It's time for the move, and I think it's being executed mostly right. In particular I'm glad Manny gave him a fair chance to work through it. I think there's a big difference between the way Bergmann's troubles were handled these last weeks and at the start of the season when he was banished to the pen after two bad innings and to Columbus after a third. I think that's jerking a guy around. He'd earned his rotation spot and deserved more of a chance.
But this fall he had more than enough time to pull out of it, and it's reasonable to give some kids a chance. If a) Hill comes back, b) another kid develops, or c) we acquire another starter in the off season, Bergmann could easily get bumped into the sixth starter/long man from the bullpen. (Although with Perez becoming a free agent, we'd need two new starters to emerge, assuming Perez isn't resigned.)
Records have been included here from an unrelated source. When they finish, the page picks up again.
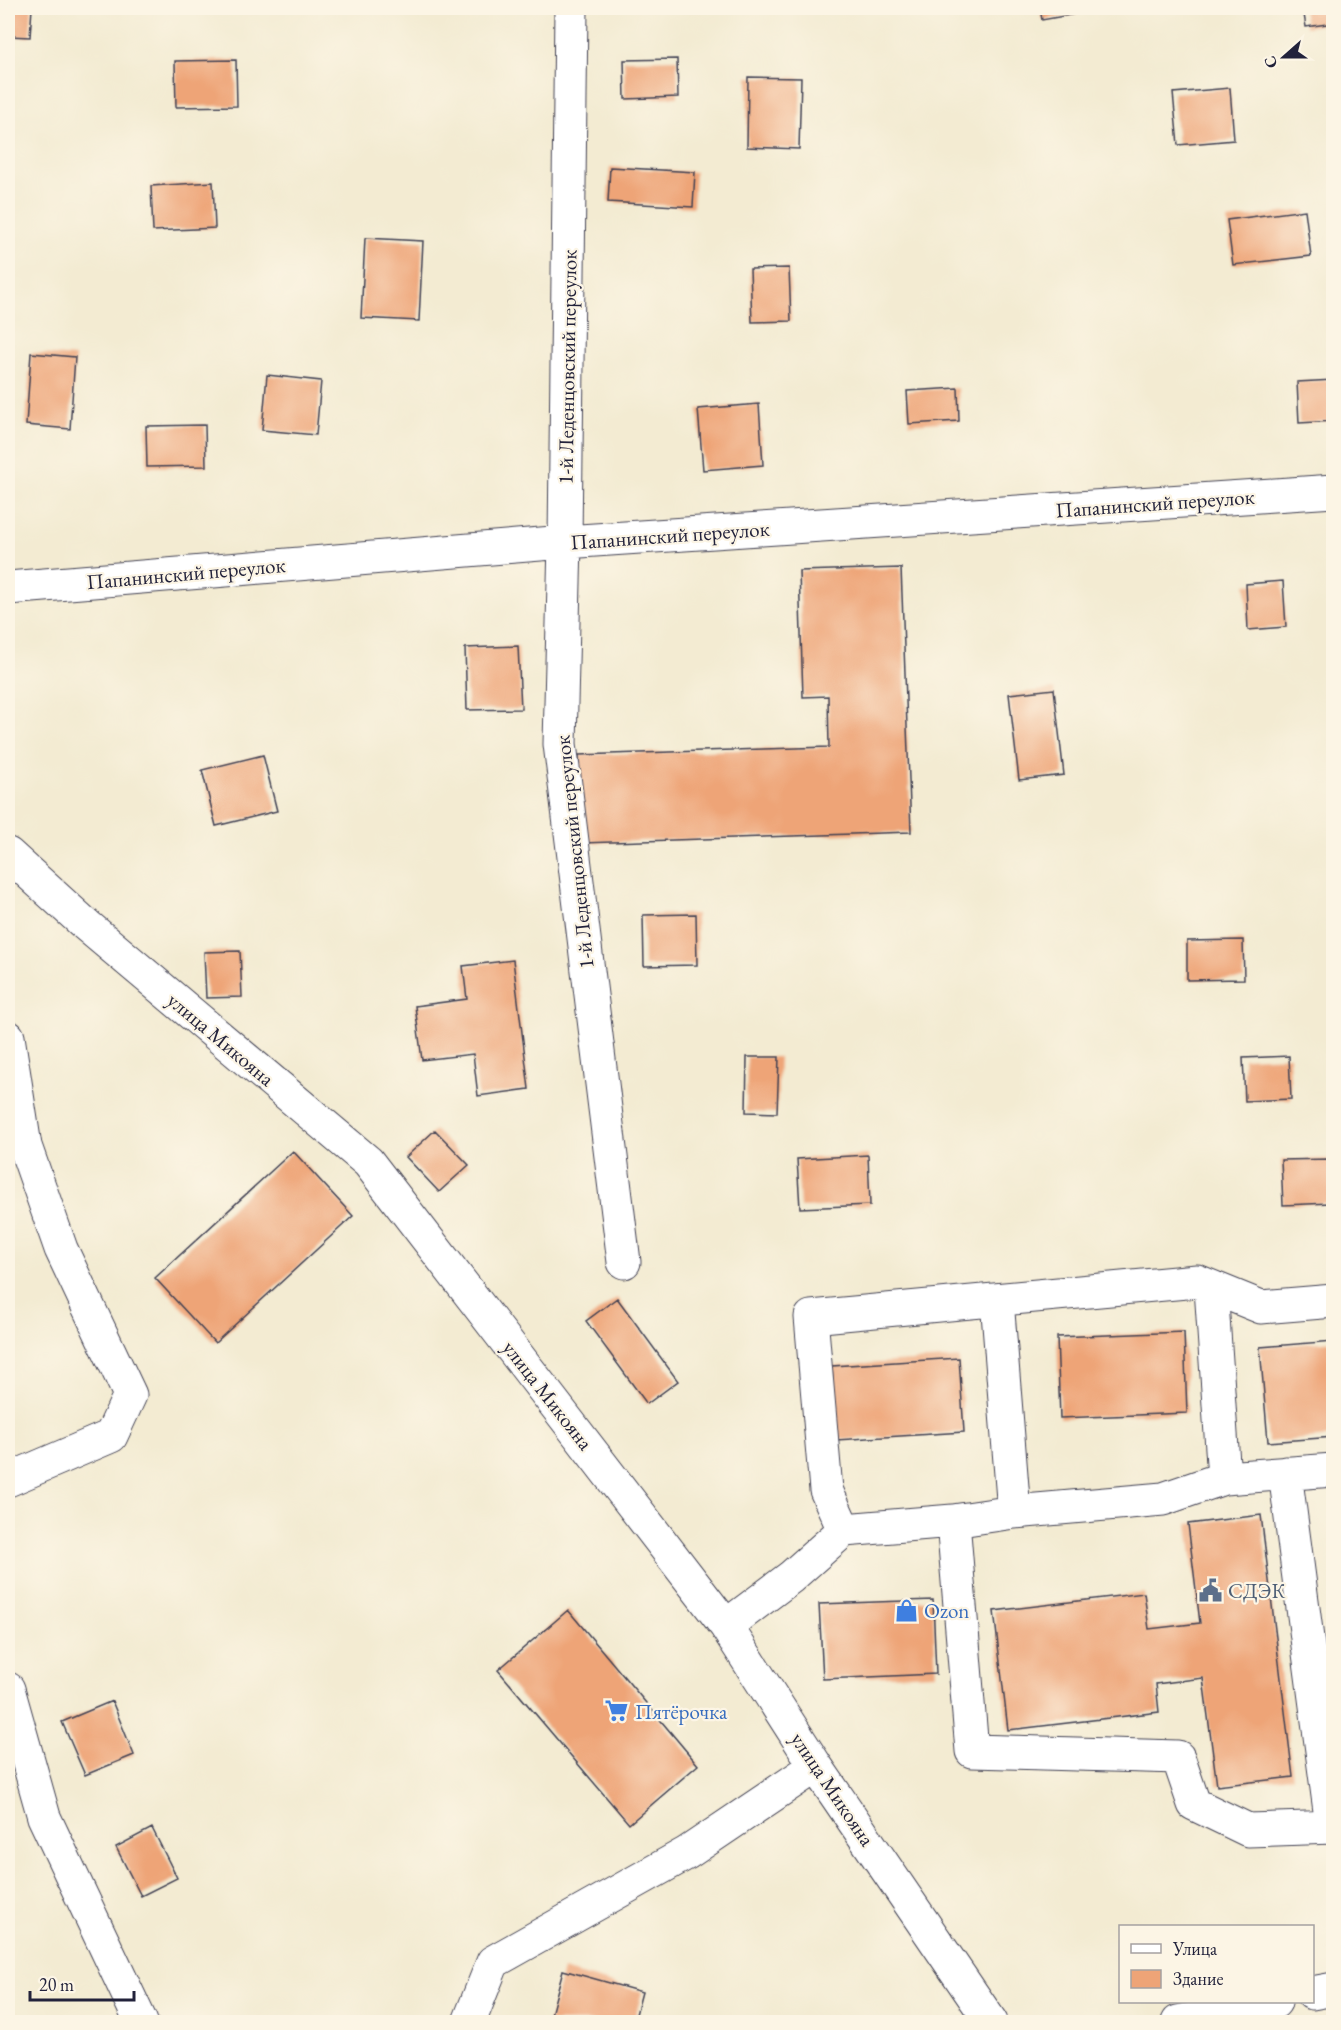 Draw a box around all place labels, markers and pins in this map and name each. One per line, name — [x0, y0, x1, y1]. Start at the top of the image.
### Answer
public building icon: СДЭК — [1197, 1577, 1223, 1603]
place label: СДЭК — [1228, 1577, 1285, 1604]
shop icon: Ozon — [893, 1597, 919, 1623]
place label: Ozon — [924, 1597, 969, 1624]
supermarket icon: Пятёрочка — [604, 1698, 630, 1724]
place label: Пятёрочка — [635, 1698, 728, 1725]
Indeed, I think Bergmann could be a very valuable chit for us in that role. Remember, a typical team gets 20% of their starts from pitchers who aren't among their top five. I still believe Bergmann can be solidly among the best 120 starters in MLB, and the spot starter/sixth guy often gets significant innings. Again, however, if you're going to use a guy that way, it has a lot better chance for success if the manager can say to him, "we believe in you, and we're going to do this because we think it give us the best chance to win. I know you're disappointed, but you are going to get your chance to help us win." That's another reason why it matters how this demotion was done.
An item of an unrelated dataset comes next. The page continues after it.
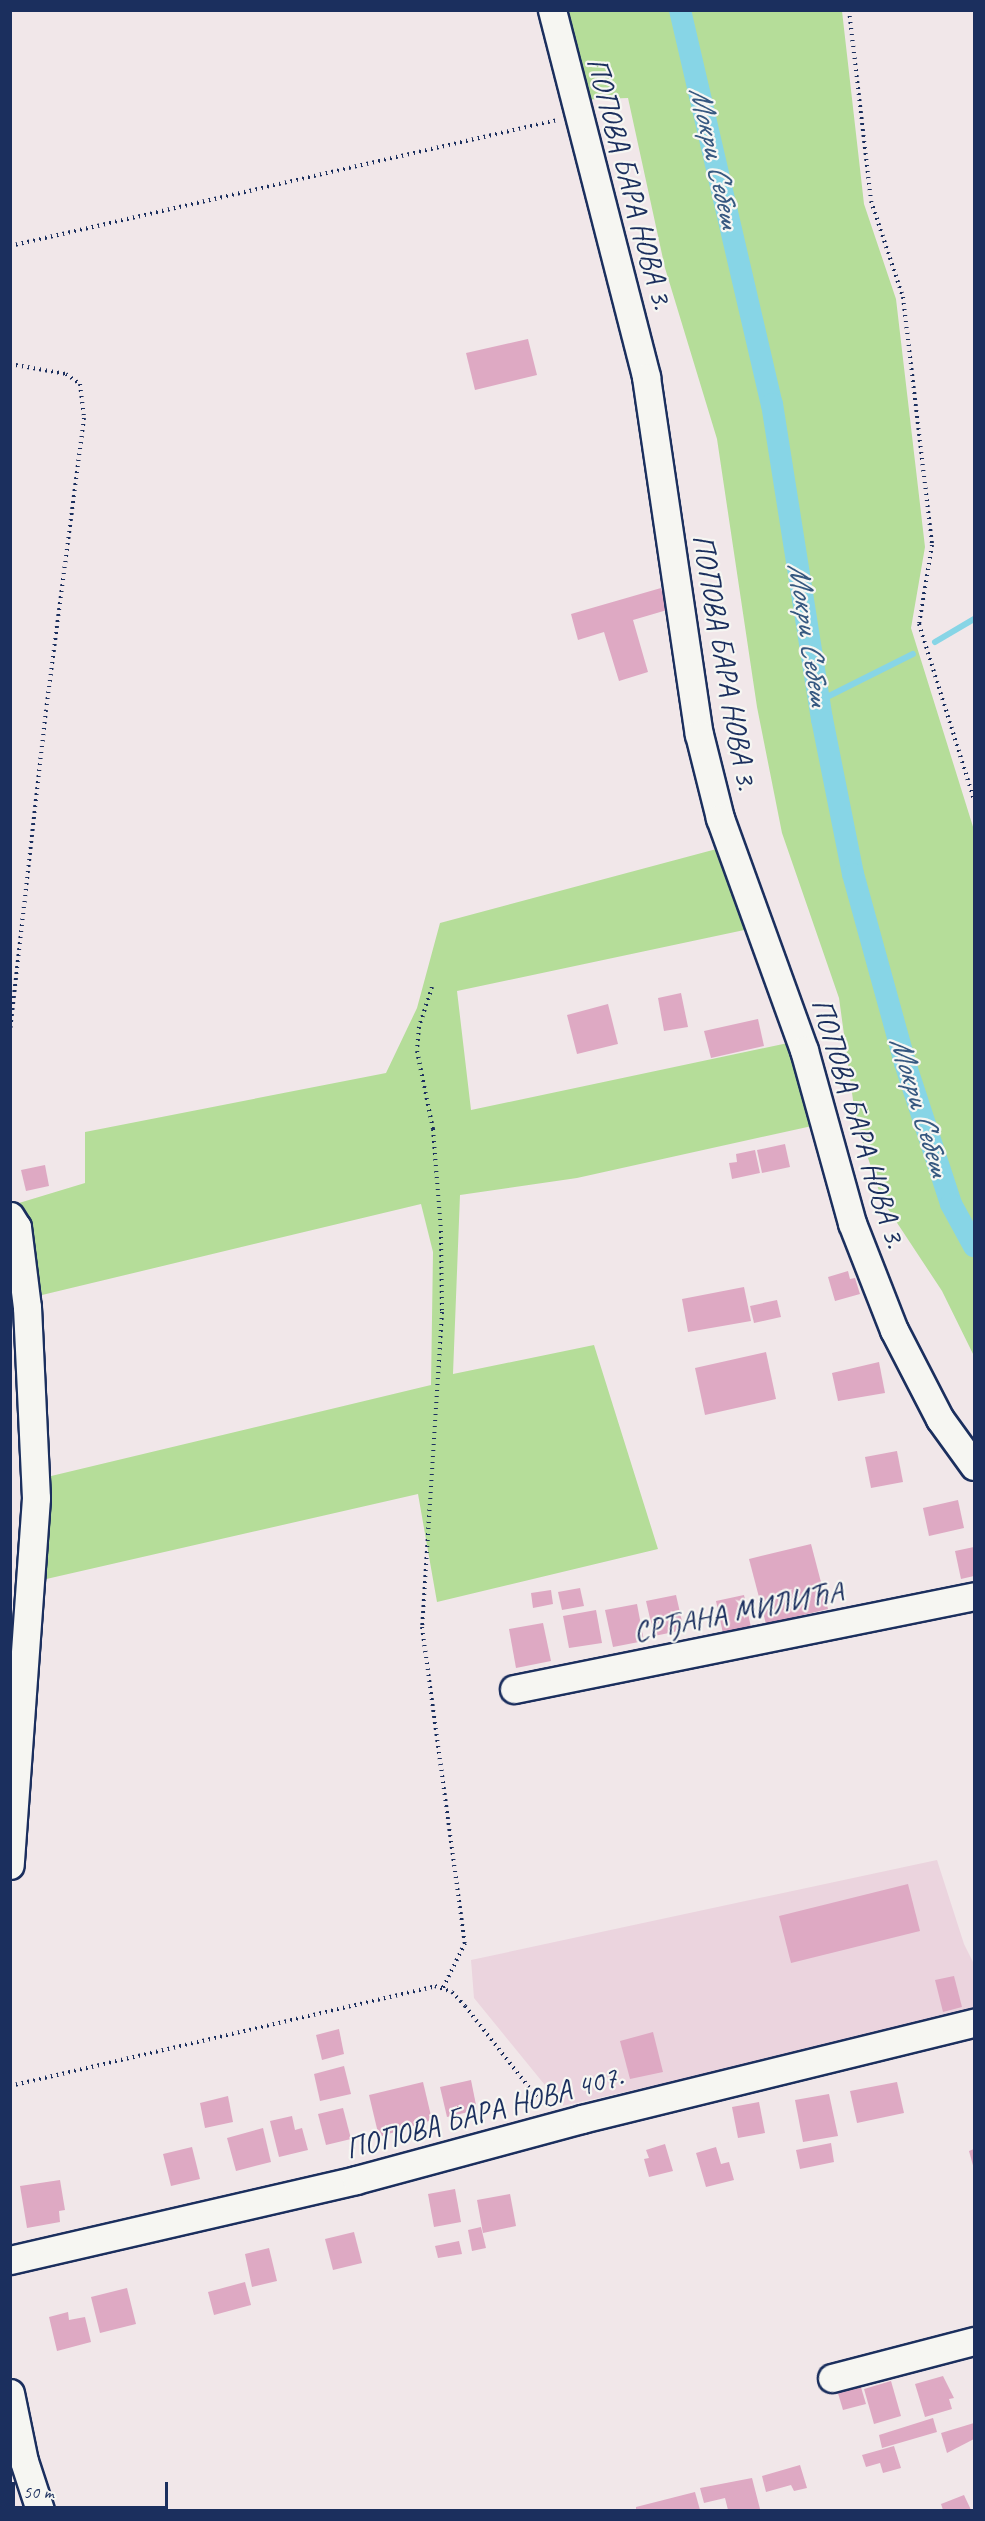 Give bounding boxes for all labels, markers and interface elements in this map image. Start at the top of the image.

As much credit as I give to Manny for how he's handled this so far, I thought Bowden's quote on Nationals Journal smacked of more Bergmann-jerking:
Harlan: Explain the decision.This quote somehow implies that Martis earned the promotion by outpitching Bergmann. I'm sorry, but the Wowin' Curacaoan threw more balls than strikes, had baserunners on all night, walked a ton, and didn't pitch well really at all. His final line looked ok, but he was lucky, and I'm sure he'd be the first to admit it. It's unfair to Bergmann to suggest that he's being benched because Martis has somehow proven that he gives us a better chance to win. Mark my words--we'll be howling for Martis to go back to the pen sometime sooner than later. That doesn't mean it doesn't make sense to give him a shot and let him learn at the big league level, but I haven't seen anything to convince me that the 21-year-old Martis is better than Bergmann right now, as Bowden implies.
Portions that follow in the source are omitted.